SELAMAT DATANG DI SITUS KAMI SEMOGA BERKESAN DAN BERMANFAAT.TERIMA KASIH

Senin, 13 Juli 2009

US, Canada rank last in curbing warming, report on G-8 says

With only five months left before a summit on climate change - it's intended to produce a new global pact - none of the Group of Eight nations is doing enough to curb global warming, says a study released yesterday. It ranks the United States and Canada at the bottom.

The G-8 Climate Scorecards, compiled by the environmental group WWF, said even the greenest members of the rich nations' club - Germany, Britain, and France - are not on track to meet a "danger threshold'' of limiting temperature rises to below 2 degrees Celsius.

G-8 leaders gather in Italy next week to discuss the world financial crisis and climate change. They hope to make progress toward a pact on global warming that's due to be signed in Copenhagen in December. It would replace a 1997 Kyoto deal.

They will be joined by members of President Obama's Major Economies Forum.

"While there might be a bailout possibility for the financial system, no amounts of money will save the planet once climate change crosses the danger threshold,'' the WWF's head, James Leape, wrote in the foreword to the report.

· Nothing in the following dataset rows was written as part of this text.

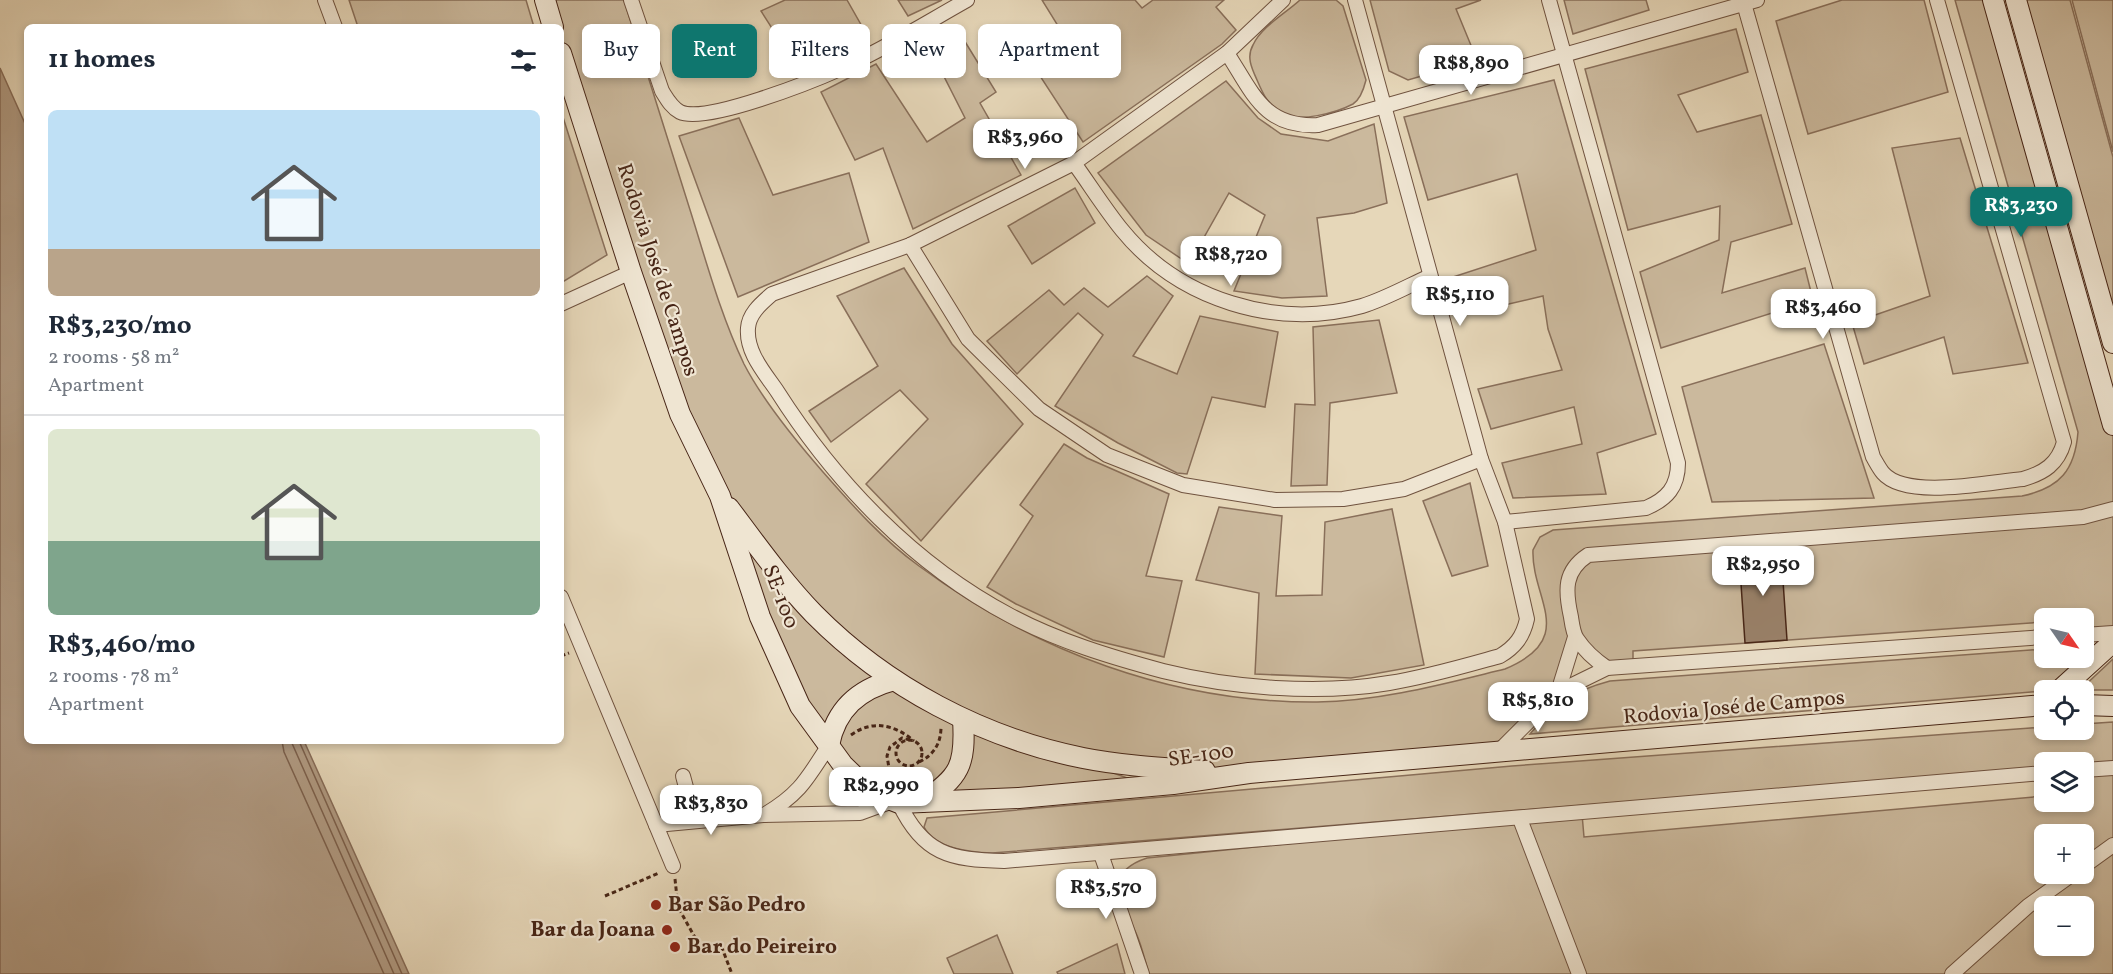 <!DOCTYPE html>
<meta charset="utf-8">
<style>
:root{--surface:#fff;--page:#f6f6f7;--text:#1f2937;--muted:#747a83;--line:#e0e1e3;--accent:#0f766e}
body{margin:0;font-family:Vollkorn,serif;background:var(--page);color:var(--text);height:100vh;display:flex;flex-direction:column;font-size:22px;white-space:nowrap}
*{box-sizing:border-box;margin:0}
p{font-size:20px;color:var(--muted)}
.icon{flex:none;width:33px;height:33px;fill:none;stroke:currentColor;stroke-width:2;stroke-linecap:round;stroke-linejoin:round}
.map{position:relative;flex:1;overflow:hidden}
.panel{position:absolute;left:24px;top:24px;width:540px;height:720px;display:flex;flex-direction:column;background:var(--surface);border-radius:9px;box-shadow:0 3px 9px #0003}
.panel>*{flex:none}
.hud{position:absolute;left:582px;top:24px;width:570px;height:54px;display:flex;gap:12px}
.needle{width:39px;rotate:124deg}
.tools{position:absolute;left:2034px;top:608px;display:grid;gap:12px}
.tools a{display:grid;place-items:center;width:60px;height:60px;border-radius:9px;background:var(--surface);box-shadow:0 3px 9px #0003;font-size:30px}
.price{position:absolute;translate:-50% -51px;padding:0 14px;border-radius:12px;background:#fff;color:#222;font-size:20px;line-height:39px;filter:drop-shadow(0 2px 3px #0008)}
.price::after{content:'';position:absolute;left:50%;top:36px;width:18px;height:14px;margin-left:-9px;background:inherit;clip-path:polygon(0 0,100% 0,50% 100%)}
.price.selected{background:var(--accent);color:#fff}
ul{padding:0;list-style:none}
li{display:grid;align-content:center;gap:12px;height:318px;padding:0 24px}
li+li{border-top:2px solid var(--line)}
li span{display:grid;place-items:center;height:186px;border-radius:9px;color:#555}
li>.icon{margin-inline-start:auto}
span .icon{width:108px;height:108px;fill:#fffc;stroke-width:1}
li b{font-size:26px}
h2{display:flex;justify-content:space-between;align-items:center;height:72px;padding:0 24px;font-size:26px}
.tag{padding:0 21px;border-radius:9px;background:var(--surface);box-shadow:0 3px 9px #0003;font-size:21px;line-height:54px}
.tag.selected{background:var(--accent);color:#fff}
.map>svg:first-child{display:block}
.green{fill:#cbb99d;stroke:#896f5a;stroke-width:1.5;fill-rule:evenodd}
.water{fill:#b09a82;stroke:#866b57;stroke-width:1.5}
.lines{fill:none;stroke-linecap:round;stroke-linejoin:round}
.shore{stroke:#7c604c;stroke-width:1.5}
.building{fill:#9a826b;stroke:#472516;stroke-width:1.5}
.street-casing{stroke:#6f523f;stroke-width:16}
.secondary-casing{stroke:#472516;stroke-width:22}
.path{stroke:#472516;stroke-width:3;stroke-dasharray:4.5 3;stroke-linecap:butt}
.street{stroke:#efe5d2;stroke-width:14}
.secondary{stroke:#efe5d2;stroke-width:20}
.poi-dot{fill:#8f2418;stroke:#efe5d2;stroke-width:2}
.labels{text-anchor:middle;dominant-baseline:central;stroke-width:4.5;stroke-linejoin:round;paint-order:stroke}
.street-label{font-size:21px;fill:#472516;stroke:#efe5d2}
.poi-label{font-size:21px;font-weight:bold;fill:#472516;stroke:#efe5d2;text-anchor:start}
</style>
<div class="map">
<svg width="2113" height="974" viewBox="0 0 2113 974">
<rect width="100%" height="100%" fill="#e6d7b9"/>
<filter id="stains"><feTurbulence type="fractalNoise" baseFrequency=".00333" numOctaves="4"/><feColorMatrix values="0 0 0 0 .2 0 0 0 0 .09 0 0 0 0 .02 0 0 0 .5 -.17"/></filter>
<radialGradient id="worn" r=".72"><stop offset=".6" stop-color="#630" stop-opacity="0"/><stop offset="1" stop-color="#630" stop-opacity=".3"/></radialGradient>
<g class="green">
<path d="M349 0H526L534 27H358Z"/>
<path d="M545 0H624C647 71 669 142 691 213 707 264 721 316 744 364 763 401 796 441 823 472 852 505 883 540 919 566 1034 651 1172 703 1317 702 1381 701 1443 684 1505 669 1579 638 1531 599 1533 550L1540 537 1553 530 2022 496C2060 488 2075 470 2078 432L1955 0H1993L2113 425V633L2084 635V618H2044V622L1633 651V667L1607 668 1575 637 1558 692 1497 753 1249 773 1055 752 1130 779 890 802 800 706 720 496 680 414 561 53V27ZM1780 540 1781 552 1739 554V543Z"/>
<path d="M785 0H847L868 37 798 69 761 11Z"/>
<path d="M898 0H942L908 16Z"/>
<path d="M1042 0H1135L1142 8 1153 0H1224L1216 7 1236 30 1222 44 1083 142 1040 76 1073 50Z"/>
<path d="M1300 0H1336L1343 6 1366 80C1364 88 1361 99 1353 104 1336 113 1299 123 1281 113 1268 105 1263 94 1257 80 1252 69 1246 57 1253 45 1261 27 1286 13 1300 0Z"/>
<path d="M1370 0H1481L1456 9 1477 60 1408 80 1389 71Z"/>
<path d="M1564 0H1646L1649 10 1573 34Z"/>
<path d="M1842 0H1924L1948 92 1808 134 1776 21Z"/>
<path d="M2016 0H2070L2113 157V342Z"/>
<path d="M2072 0H2113V152Z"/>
<path d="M956 27 996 92 980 103 1021 175 913 229 883 148 855 160 821 92 876 64 927 142 965 118 926 41Z"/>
<path d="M1736 29 1748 72 1678 95 1697 132 1761 115 1792 224 1731 242 1722 293 1805 268 1813 300 1661 348 1640 272 1719 240 1720 206 1628 230 1585 69Z"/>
<path d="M1554 80 1656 434 1597 453 1606 494 1513 498 1502 463 1582 444 1574 407 1491 429 1478 389 1562 370 1548 329 1543 296 1461 315 1450 278 1536 250 1517 174 1428 200 1404 117Z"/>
<path d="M1226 81 1258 118 1281 134 1328 141 1374 124 1387 203 1354 213 1317 218 1327 296 1282 298 1234 291 1265 215 1229 193 1189 264 1146 235 1098 173Z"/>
<path d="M561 111 607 255 561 283Z"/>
<path d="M739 118 773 195 849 173 869 242 738 297 679 136Z"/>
<path d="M1960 138 2028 363 1953 374 1944 337 1864 364 1852 323 1930 296 1892 148Z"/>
<path d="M1075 188 1095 223 1032 264 1008 226Z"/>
<path d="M904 268 952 344 1023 424 921 541 866 484 928 419 900 390 831 442 809 411 878 366 837 296Z"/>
<path d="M1147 276 1173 296 1133 356 1177 374 1200 316 1278 332 1265 407 1212 397 1187 474 1177 473 1118 443 1055 406 1103 335 1078 313 1017 374 987 341 1049 290 1064 305 1084 288 1108 307Z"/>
<path d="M1379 320 1397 393 1330 403 1327 485 1291 486 1295 404 1315 405 1313 327Z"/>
<path d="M1824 344 1874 498 1712 502 1682 387Z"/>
<path d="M1064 444 1087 458 1169 494 1146 576 1182 581 1164 657 1093 640 1016 604 987 587 1033 516 1020 505Z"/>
<path d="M1470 483 1488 566 1452 576 1423 501Z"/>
<path d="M1219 507 1282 516 1276 596 1322 595 1325 522 1392 509 1424 665 1351 678 1255 674 1259 593 1196 580Z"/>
<path d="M2084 646 2088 649V656L2043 691 1530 734C1555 704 1572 691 1610 681L2044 649V657H2084Z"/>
<path d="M2113 659V690H2080Z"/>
<path d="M2113 722V763L2084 765V762H2044V768L992 853C970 852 936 849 924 827L927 818 1512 766 2044 727V729H2084V724Z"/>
<path d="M2113 768V974H1149C1145 961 1142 946 1136 933 1122 902 1101 873 1147 858L1582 814 1584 837 2044 796V801H2084V770ZM2044 834H2084V873H2044ZM2044 906H2084V945H2044Z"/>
<path d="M997 935 1013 974H954L947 958Z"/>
<path d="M1117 944 1125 974H1058L1057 972Z"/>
</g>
<path class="water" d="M0 68 27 128V741H304L409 974H0Z"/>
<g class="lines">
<g class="shore">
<path d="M282 741 284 752 384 974"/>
<path d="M291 741 394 974"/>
<path d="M299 741 402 974"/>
</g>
</g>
<path class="building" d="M1781 551 1787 640 1745 643 1739 554Z"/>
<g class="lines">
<g class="street-casing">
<g id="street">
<path d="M325 0 335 27"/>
<path d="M631 0 662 91C667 99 671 107 680 112 706 124 813 81 842 68 885 49 926 23 967 0"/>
<path d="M1283 0 1227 53 1074 163 910 245 772 294C762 303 749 313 748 328 746 352 764 372 777 391 835 482 914 565 1011 616 1058 641 1111 657 1163 671 1231 688 1319 695 1389 683 1427 677 1464 666 1500 656 1515 647 1523 637 1527 619L1505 522 1481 459 1355 0"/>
<path d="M1743 0 1873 457C1876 462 1879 468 1883 473 1906 500 1990 482 2023 479 2044 473 2058 464 2064 442L1937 0"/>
<path d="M1227 53C1253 93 1264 128 1318 125L1757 0"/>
<path d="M1074 163C1090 185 1105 209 1122 230 1179 300 1277 330 1362 306 1385 299 1408 286 1430 276"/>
<path d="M910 245 968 339 1039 409 1107 455 1183 485 1275 500 1343 499 1404 489 1481 459"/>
<path d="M561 304 631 272"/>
<path d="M1505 522 1646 508C1667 499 1678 487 1678 463L1549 0"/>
<path d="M561 597 673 866"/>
<path d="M2084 635 2113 633"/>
<path d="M1607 668C1595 660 1585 651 1577 639 1573 633 1572 624 1571 617 1565 590 1564 571 1588 555L2083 517 2113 509"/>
<path d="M1558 692 1575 637"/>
<path d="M1497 753 1558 692 1607 668 2044 637"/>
<path d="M2084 770 2113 768"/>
<path d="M683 776 695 821"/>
<path d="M899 803C923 854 950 860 1004 861L2044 773"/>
<path d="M764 815C800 794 807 779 829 745"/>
<path d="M1520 819 1579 974"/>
<path d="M656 825 763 815 860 813 890 802"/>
<path d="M1101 854 1142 974"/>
<path d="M2084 866 2113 845"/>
<path d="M1952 974 2028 906 2074 873"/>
</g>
</g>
<g class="secondary-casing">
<g id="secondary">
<path d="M545 0 553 27"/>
<path d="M1993 0 2113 425"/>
<path d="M2016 0 2113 343"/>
<path d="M561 53 631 272 680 414 720 496 760 617 800 706 843 765 871 792 899 803 1019 798 1173 784 1249 773 2044 705"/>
<path d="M729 508C756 544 783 582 814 614 886 687 983 738 1083 758 1123 766 1164 768 1205 771"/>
<path d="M2060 690 2113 642"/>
<path d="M2084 705 2113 706"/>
<path d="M829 745C836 709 859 689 894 680"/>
<path d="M922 802C960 777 966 765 963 719"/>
</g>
</g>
<g class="path">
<path d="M561 656 569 653"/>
<path d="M851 735C873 719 895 725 914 741"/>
<circle cx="909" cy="753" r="13"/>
<path d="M919 762C934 755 941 743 941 727"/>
<path d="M891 780 887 756 890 747 902 738 910 740"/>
<path d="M675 879 678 907 703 952 722 948 732 974"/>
<path d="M605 896 659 873"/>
</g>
<use href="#street" class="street"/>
<use href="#secondary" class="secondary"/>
</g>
<g class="poi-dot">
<circle cx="656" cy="905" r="6"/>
<circle cx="667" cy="930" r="6"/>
<circle cx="675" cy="947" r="6"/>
</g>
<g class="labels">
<g class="street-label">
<text transform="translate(657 270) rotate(72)">Rodovia José de Campos</text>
<text transform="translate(780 597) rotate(69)">SE-100</text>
<text transform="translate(1734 708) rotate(-5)">Rodovia José de Campos</text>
<text transform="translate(1201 756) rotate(-8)">SE-100</text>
</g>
<g class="poi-label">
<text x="668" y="905">Bar São Pedro</text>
<text x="655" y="930" text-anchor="end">Bar da Joana</text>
<text x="687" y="947">Bar do Peireiro</text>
</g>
</g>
<rect width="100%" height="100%" filter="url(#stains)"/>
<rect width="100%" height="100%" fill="url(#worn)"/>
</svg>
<div class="tools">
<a><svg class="needle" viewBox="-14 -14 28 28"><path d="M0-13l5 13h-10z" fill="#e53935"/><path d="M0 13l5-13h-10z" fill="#747a83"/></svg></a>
<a><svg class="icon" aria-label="locate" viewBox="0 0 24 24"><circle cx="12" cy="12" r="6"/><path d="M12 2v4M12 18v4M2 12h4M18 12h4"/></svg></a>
<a><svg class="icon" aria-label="layers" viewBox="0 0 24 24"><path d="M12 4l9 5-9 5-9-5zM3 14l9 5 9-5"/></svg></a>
<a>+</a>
<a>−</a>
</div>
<b class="price" style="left:1471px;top:96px">R$8,890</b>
<b class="price" style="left:1025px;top:170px">R$3,960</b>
<b class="price selected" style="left:2021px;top:238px">R$3,230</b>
<b class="price" style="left:1231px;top:287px">R$8,720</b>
<b class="price" style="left:1460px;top:327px">R$5,110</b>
<b class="price" style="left:1823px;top:340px">R$3,460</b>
<b class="price" style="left:1763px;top:597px">R$2,950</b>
<b class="price" style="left:1538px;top:733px">R$5,810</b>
<b class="price" style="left:881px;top:818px">R$2,990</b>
<b class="price" style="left:711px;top:836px">R$3,830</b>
<b class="price" style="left:1106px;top:920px">R$3,570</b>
<div class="hud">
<a class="tag">Buy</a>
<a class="tag selected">Rent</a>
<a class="tag">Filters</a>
<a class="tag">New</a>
<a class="tag">Apartment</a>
</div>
<section class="panel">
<h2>11 homes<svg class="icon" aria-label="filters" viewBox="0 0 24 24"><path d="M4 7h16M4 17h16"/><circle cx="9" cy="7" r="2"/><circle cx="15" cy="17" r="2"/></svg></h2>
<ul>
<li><span style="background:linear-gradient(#bfe0f5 75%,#b9a48a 0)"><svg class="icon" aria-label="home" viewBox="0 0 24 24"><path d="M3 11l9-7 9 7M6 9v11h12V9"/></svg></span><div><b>R$3,230/mo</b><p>2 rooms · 58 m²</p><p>Apartment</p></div></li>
<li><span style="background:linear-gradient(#dfe7d0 60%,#7fa58c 0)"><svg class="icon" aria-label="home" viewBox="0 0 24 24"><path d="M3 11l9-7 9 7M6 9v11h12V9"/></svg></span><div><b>R$3,460/mo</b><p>2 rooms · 78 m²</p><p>Apartment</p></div></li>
</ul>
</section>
</div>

Yesterday's annual G-8 scorecard singled out Canada, saying Prime Minister Stephen Harper's conservative government has not implemented a plan to curb emissions, already among the highest in the world per capita and increasing. Canada was not even close to meeting its Kyoto agreements, the WWF said.

The report praised Obama for making clean energy a priority and promoting green legislation, but said US per capita emissions are among the highest in the world and are projected to rise.

"There has been more action in the US in the last four months than in the last three decades - a trend that will hopefully continue,'' the report said.

Obama's government has not embraced the 2 degree Celsius goal adopted by the European Union. Temperatures have already risen by 0.7 percent since the start of the industrial era.

"To avoid or reduce the risk of catastrophic climate change, G-8 leaders must agree to do everything they can to stay below 2 degrees,'' said Kim Carstensen, leader of the WWF's Global Climate Initiative.

At the top of the G-8 rankings was Germany, followed by Britain. The WWF praised Berlin for promoting renewable energy and having an ambitious target of cutting greenhouse gases by 40 percent by 2020.

Britain has achieved its Kyoto pact targets because of a transition from coal to gas-fired power stations in the 1990s, but there is room to cut emissions in transportation and power generation, the report said.

France has low emissions per capita for an industrialized nation because of its reliance on nuclear power. The WWF does not support nuclear power concerns over radioactive waste.

Italy has low emissions compared with G-8 partners, mainly because of the structure of its economy, the WWF said, but emissions are rising and the government is not making headway on meeting Kyoto obligations.